[Saved data entries]
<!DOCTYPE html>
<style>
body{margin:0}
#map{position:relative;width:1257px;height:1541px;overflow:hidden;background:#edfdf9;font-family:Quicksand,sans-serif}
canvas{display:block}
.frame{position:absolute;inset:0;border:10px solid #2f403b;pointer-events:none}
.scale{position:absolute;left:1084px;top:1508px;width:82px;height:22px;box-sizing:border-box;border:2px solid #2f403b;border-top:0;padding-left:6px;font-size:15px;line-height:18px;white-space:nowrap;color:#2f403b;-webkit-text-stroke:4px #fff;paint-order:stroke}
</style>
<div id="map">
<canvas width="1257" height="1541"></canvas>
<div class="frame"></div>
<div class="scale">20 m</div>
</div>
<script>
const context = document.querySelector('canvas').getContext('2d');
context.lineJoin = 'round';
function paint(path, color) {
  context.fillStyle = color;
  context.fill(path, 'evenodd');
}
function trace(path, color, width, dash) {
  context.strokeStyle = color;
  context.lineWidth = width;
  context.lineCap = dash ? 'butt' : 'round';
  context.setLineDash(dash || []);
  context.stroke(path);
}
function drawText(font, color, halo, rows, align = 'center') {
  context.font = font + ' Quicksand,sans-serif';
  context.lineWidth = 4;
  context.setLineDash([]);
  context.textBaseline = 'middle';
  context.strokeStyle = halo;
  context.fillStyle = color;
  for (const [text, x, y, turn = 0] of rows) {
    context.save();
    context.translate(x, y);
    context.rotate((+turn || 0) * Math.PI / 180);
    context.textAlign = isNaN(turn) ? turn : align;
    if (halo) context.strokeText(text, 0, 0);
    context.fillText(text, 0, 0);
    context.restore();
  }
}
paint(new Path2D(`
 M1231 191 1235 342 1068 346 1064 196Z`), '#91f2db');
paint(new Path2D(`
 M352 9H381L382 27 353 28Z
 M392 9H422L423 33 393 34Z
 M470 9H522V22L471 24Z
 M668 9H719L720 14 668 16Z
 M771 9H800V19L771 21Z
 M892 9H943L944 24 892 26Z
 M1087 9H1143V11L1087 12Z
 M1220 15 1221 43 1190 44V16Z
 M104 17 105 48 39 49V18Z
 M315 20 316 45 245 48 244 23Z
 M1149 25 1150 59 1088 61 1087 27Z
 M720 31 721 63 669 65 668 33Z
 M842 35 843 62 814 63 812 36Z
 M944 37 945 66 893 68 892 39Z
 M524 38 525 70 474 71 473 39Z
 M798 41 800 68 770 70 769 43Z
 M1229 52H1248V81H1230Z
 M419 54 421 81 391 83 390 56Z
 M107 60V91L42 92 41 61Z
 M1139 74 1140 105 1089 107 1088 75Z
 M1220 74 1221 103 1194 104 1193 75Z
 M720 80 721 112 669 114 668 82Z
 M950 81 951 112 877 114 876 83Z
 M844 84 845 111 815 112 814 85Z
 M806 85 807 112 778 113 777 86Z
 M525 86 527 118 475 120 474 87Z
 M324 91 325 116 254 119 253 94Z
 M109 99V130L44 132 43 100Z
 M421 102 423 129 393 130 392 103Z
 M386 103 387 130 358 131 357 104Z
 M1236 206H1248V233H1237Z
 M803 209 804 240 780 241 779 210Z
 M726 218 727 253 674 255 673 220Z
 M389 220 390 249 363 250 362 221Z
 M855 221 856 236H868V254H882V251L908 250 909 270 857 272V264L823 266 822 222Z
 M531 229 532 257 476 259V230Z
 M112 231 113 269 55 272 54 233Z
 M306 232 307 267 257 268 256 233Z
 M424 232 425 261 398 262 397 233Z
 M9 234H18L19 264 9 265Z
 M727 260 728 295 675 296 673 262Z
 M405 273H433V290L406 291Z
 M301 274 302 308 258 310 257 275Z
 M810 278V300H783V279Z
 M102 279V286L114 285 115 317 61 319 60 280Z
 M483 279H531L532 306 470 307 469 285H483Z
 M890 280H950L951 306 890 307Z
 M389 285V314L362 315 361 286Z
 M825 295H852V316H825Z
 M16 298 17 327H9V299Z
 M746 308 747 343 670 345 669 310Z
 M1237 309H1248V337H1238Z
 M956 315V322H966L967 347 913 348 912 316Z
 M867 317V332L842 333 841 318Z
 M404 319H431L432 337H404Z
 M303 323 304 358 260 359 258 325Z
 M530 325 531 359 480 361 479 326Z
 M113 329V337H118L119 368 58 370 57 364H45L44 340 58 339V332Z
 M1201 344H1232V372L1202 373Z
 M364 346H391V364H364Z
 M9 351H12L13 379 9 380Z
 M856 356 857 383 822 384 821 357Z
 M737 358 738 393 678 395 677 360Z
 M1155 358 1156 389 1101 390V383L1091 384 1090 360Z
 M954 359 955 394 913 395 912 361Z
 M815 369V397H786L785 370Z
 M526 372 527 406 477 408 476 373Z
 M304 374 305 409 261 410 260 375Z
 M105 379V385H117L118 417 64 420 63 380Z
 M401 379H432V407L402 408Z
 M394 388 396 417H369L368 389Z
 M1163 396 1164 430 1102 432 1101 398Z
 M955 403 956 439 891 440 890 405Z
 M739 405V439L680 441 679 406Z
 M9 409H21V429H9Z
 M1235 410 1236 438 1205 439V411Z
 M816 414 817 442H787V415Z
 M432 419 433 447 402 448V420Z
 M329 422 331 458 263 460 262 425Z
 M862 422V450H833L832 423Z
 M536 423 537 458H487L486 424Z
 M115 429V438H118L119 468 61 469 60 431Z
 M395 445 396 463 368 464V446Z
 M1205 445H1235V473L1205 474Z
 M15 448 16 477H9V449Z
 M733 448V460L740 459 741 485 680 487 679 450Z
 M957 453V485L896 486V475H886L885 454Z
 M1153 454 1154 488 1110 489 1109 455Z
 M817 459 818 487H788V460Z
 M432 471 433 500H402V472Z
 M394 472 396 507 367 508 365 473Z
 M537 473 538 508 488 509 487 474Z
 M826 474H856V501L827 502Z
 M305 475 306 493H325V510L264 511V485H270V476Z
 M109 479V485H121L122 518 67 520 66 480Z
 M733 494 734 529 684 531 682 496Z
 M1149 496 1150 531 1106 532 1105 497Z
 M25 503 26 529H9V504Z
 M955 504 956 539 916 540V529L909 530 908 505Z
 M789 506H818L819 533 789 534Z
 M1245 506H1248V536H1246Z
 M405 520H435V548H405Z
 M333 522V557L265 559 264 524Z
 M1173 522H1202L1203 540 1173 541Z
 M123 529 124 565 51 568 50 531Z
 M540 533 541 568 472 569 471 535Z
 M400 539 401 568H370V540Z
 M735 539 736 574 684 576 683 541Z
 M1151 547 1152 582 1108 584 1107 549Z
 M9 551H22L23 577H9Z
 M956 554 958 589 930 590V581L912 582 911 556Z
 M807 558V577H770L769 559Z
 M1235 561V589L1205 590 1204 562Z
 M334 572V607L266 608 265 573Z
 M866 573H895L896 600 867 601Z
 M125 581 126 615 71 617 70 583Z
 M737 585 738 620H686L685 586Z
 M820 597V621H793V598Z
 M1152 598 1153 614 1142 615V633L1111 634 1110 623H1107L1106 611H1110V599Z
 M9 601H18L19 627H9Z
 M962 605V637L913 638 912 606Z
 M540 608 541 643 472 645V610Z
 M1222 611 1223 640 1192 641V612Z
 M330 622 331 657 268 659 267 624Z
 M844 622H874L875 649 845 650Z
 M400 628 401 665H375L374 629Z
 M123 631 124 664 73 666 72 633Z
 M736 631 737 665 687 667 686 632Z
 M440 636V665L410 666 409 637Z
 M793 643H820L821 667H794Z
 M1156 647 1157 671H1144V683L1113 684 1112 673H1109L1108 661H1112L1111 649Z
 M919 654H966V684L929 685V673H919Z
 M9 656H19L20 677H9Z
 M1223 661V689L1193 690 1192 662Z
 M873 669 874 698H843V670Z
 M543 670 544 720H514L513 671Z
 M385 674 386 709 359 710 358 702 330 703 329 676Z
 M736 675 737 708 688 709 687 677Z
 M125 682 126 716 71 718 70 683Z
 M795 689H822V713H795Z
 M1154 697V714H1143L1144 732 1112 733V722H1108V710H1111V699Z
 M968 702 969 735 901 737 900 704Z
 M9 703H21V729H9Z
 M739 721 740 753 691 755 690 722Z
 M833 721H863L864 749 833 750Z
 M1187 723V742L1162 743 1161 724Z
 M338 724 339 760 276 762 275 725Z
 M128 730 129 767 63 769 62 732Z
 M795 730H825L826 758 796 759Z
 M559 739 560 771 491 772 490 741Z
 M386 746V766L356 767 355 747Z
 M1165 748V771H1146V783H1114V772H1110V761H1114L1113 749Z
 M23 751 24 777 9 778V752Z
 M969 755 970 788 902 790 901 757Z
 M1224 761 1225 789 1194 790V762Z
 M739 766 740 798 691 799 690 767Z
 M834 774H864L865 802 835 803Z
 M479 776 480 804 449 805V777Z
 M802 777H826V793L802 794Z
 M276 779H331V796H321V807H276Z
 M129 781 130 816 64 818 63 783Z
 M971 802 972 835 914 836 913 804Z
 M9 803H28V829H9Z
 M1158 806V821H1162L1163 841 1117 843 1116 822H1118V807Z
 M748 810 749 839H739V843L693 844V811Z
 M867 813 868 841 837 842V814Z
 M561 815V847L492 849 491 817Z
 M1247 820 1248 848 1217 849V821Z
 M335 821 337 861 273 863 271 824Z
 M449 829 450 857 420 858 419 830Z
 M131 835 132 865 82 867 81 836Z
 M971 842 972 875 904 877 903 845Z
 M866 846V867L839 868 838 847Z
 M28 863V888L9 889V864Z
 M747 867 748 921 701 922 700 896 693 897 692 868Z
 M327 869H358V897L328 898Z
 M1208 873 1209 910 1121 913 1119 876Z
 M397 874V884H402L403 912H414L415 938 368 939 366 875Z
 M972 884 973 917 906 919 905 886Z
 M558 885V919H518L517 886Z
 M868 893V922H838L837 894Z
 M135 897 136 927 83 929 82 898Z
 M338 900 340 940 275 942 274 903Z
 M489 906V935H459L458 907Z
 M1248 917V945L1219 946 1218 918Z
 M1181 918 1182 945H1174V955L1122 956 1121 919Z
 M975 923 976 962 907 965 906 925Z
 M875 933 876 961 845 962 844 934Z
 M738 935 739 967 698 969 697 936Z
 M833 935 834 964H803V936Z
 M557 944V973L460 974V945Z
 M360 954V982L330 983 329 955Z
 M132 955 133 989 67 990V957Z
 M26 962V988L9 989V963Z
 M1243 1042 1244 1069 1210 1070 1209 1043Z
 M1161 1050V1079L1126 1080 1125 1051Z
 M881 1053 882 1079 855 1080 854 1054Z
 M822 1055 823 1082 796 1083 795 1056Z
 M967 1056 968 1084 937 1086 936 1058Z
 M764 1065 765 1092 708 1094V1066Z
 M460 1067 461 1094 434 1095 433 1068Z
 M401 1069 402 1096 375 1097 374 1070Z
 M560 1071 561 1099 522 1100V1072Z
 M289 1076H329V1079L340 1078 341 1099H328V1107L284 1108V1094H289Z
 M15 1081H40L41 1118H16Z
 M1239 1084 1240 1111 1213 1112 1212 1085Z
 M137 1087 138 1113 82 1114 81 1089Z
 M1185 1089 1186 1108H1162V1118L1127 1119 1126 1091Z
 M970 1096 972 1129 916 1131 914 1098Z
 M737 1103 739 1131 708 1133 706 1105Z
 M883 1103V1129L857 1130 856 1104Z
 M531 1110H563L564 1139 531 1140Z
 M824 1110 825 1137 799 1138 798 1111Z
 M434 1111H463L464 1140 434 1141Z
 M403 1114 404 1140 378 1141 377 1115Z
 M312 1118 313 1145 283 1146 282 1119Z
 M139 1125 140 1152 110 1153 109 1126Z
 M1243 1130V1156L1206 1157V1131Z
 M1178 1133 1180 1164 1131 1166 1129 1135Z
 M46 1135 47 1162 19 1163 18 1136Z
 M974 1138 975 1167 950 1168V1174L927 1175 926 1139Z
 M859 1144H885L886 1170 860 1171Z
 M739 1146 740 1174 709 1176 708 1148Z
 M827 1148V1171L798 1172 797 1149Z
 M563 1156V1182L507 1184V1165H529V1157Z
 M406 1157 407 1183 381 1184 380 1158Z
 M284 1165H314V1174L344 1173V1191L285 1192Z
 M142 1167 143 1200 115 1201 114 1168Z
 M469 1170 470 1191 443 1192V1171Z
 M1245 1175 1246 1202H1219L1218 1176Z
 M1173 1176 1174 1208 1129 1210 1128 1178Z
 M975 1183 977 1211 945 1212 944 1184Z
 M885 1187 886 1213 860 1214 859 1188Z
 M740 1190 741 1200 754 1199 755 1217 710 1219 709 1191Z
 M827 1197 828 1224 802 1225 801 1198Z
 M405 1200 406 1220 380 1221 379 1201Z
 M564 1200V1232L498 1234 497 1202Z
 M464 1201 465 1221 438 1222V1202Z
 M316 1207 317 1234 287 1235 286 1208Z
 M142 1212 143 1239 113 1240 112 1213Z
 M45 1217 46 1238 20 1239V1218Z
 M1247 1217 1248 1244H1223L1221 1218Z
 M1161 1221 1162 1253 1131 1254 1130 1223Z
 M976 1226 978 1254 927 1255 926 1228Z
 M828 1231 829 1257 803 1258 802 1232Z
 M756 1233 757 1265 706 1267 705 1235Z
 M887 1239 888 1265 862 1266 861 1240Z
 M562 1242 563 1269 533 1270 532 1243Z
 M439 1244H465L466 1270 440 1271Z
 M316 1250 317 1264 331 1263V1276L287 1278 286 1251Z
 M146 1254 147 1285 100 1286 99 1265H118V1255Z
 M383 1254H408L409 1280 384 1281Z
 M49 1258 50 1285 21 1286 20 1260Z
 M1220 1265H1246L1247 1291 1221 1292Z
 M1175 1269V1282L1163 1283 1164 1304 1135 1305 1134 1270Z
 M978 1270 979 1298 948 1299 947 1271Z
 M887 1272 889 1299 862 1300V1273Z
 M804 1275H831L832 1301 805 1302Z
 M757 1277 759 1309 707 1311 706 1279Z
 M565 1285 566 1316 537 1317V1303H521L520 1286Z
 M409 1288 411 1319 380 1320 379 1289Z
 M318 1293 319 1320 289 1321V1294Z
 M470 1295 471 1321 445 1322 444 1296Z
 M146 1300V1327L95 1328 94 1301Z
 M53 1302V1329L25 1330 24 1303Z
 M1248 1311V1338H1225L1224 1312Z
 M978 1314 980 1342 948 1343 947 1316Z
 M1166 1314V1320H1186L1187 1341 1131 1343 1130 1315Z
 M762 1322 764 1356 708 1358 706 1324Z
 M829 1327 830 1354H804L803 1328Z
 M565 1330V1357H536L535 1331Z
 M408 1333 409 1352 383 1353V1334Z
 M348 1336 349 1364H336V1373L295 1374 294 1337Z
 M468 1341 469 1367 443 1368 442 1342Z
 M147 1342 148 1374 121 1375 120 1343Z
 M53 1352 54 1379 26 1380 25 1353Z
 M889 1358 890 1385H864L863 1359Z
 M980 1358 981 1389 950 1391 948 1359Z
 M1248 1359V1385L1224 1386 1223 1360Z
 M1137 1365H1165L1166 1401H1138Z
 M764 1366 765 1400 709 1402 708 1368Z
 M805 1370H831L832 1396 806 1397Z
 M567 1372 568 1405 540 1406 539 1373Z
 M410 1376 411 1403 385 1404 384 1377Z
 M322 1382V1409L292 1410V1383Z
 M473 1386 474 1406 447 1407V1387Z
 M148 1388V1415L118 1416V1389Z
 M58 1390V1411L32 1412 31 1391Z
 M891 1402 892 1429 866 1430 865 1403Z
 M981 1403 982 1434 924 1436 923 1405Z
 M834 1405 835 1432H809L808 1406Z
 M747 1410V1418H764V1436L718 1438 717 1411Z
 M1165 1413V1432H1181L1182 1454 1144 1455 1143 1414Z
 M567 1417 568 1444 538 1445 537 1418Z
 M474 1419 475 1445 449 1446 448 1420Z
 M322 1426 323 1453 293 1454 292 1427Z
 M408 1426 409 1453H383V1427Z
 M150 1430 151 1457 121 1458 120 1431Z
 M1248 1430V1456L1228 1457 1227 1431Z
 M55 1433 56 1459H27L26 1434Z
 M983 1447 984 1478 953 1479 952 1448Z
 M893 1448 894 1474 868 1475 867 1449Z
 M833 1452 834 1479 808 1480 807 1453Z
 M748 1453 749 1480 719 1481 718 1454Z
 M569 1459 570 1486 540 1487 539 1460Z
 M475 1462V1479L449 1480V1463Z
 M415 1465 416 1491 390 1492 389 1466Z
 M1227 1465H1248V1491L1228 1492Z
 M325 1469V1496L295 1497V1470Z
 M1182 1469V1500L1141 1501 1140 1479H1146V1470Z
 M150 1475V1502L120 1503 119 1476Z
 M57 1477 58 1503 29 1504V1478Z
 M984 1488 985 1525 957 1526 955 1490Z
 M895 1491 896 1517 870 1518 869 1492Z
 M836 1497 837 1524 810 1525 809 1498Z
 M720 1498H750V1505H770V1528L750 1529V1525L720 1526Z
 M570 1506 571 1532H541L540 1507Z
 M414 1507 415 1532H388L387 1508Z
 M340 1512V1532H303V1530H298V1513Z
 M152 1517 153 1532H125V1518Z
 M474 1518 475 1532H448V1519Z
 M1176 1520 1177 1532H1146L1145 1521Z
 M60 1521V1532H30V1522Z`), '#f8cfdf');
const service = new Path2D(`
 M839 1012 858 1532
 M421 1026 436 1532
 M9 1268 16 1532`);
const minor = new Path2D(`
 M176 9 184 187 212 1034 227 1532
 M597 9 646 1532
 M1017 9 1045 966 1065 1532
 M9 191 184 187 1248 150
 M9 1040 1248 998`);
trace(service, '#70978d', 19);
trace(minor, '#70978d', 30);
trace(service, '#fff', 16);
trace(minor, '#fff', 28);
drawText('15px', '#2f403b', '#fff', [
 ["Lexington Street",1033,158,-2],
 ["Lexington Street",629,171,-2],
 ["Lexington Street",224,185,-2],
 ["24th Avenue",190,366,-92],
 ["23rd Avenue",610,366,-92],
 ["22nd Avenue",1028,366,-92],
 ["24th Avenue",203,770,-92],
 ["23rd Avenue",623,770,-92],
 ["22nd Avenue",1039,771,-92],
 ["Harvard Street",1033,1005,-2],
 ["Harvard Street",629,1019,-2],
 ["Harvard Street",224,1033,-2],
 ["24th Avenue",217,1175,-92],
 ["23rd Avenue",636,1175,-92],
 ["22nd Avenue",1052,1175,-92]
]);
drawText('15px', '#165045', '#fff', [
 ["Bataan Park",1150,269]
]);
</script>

▶ **Goal of the exercise**
Lines from the start of the entries through the one containing "context.setLineDash([]);" are to be set down again exactly, both ends included.

▶ **Response**
<!DOCTYPE html>
<style>
body{margin:0}
#map{position:relative;width:1257px;height:1541px;overflow:hidden;background:#edfdf9;font-family:Quicksand,sans-serif}
canvas{display:block}
.frame{position:absolute;inset:0;border:10px solid #2f403b;pointer-events:none}
.scale{position:absolute;left:1084px;top:1508px;width:82px;height:22px;box-sizing:border-box;border:2px solid #2f403b;border-top:0;padding-left:6px;font-size:15px;line-height:18px;white-space:nowrap;color:#2f403b;-webkit-text-stroke:4px #fff;paint-order:stroke}
</style>
<div id="map">
<canvas width="1257" height="1541"></canvas>
<div class="frame"></div>
<div class="scale">20 m</div>
</div>
<script>
const context = document.querySelector('canvas').getContext('2d');
context.lineJoin = 'round';
function paint(path, color) {
  context.fillStyle = color;
  context.fill(path, 'evenodd');
}
function trace(path, color, width, dash) {
  context.strokeStyle = color;
  context.lineWidth = width;
  context.lineCap = dash ? 'butt' : 'round';
  context.setLineDash(dash || []);
  context.stroke(path);
}
function drawText(font, color, halo, rows, align = 'center') {
  context.font = font + ' Quicksand,sans-serif';
  context.lineWidth = 4;
  context.setLineDash([]);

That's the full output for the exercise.